Minister for Immigration and Ethnic Affairs v Conyngam (1986) 11 FCR 528

Facts: Minister declined to approve Mr Conygnham’s sponsorship application for entry permits for a singing group. The trial judge held that the decision was unlawful, and considered that the sponsorship application fell within the minister’s policy guidelines – thereby obliging him to approve the application. He made orders under s16 requiring the minister to grant entry permits. The FFC held the trial judge erred in: concluding the minister was obliged by non-statutory guidelines to grant the application, and making an order under s16 compelling the minister to approve the application

Sheppard J:

First considered that s 16(1)(d) could apply to Ministers or any DM. Said that the words ‘necessary to do justice should be given their ‘plain and ordinary meaning’ and that furthermore the sections in 16 were not dependent on one another and that even though relief will be usually granted under a) and b) this doesn't mean an accompanying order might be made under d)

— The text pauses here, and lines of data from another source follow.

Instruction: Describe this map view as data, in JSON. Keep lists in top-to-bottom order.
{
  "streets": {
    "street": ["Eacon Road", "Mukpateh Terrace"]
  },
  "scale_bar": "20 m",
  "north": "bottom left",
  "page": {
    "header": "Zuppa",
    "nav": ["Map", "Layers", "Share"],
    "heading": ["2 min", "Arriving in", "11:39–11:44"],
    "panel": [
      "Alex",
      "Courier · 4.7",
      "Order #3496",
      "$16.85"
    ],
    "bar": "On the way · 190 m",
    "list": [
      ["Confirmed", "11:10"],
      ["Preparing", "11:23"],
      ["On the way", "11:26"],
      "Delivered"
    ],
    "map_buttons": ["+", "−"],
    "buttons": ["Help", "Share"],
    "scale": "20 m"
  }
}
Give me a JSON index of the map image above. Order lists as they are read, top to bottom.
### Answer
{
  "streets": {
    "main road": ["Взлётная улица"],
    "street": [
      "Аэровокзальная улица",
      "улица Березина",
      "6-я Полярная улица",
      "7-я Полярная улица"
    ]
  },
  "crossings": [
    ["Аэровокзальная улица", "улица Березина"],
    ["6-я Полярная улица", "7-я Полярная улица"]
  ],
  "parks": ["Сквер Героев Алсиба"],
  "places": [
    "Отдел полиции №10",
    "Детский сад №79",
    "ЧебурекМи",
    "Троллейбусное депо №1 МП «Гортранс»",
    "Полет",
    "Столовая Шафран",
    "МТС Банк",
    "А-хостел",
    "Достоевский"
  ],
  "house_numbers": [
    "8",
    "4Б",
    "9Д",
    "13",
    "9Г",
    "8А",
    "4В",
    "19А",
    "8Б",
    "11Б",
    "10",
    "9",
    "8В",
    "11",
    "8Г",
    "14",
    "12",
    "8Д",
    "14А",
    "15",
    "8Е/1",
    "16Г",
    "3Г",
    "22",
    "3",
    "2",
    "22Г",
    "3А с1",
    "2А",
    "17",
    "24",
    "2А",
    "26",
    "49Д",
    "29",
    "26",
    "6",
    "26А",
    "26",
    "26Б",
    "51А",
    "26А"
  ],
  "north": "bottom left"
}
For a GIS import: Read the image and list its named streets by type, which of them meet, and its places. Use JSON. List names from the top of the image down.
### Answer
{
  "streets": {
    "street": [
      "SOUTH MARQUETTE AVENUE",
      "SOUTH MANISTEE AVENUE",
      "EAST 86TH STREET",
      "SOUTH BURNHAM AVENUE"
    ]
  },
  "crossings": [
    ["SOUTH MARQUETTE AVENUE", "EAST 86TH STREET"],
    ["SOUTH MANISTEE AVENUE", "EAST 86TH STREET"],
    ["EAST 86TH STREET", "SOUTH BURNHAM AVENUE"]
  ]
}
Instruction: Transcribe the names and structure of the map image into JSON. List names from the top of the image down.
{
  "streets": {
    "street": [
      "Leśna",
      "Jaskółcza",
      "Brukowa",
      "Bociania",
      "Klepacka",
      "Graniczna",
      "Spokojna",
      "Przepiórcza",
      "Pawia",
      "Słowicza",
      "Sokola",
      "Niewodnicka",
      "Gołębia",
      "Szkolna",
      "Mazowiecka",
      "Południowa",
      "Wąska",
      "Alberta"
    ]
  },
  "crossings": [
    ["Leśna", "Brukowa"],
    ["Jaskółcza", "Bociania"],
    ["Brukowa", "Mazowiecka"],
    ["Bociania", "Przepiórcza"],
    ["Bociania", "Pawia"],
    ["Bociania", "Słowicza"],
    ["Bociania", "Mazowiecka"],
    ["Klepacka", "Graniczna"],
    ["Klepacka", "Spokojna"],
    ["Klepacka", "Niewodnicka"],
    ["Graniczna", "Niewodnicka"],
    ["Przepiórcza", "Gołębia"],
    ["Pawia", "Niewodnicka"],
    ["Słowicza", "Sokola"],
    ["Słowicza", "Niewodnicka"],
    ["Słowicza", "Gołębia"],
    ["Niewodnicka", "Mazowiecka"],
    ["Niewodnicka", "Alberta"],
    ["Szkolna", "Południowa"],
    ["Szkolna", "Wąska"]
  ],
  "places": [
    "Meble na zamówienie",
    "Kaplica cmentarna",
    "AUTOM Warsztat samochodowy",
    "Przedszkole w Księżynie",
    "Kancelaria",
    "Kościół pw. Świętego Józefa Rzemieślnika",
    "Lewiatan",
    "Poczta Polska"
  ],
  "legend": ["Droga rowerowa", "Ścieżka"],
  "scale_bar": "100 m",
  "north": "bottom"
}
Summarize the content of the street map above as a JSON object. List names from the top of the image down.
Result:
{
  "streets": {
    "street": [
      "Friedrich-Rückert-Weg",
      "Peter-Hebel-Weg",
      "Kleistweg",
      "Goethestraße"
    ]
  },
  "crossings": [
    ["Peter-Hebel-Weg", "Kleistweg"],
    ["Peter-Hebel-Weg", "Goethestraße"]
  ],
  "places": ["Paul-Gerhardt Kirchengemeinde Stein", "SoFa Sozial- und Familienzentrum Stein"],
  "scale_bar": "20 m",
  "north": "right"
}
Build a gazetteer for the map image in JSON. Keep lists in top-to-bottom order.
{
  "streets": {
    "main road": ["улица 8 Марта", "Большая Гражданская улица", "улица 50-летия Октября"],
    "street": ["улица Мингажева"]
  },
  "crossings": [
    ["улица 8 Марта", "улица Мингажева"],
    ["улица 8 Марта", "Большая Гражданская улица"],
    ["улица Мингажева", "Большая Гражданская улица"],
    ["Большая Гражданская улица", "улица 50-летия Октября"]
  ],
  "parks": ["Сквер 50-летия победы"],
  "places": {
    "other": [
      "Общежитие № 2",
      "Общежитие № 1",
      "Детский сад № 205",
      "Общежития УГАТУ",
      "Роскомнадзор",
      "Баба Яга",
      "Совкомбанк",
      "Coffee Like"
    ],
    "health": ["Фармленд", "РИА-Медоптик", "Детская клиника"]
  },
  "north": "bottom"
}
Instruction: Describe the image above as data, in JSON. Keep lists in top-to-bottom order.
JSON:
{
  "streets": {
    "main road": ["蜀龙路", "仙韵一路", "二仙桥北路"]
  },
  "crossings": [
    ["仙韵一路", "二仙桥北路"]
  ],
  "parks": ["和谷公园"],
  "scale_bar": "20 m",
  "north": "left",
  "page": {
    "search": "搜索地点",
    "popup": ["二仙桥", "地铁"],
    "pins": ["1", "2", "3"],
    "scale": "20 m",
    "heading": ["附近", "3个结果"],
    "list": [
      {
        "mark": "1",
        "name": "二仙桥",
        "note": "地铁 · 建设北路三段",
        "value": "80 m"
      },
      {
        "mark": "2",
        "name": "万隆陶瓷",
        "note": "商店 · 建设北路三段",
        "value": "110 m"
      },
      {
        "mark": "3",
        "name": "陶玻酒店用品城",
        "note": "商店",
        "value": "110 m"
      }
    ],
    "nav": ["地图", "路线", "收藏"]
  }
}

Provided a rationale for reading the sections expansively – all of the remedies were available under prerogative writs and hence they should be at least as extensive of the powers of the courts of common law.

  • The powers under s16(b) are more likely to be exercised where there is an error of law (and hence where there is only one course open to the DM and he didn’t exercise that course)

  • But where there is residual discretion in the DM (even though it miscarried in this case) to decide the ultimate question, the order which the court makes should, if not invariably, be one remitting the matter for further consideration

Park Oh Ho v Minister for Immigration and Ethnic Affairs

Facts: P and others were detained as prohibited non-citizens and were kept this way pending prosecution against another, as potential witnesses. The FC held the deportation orders unlawful since they were made for the purpose of detention, not deportation. The HC further held that continued detention was unlawful since the Migration Act only authorized detention of a deportee pending deportation. The appellants were hence entitled to a declaration under s17 that their detention was unlawful.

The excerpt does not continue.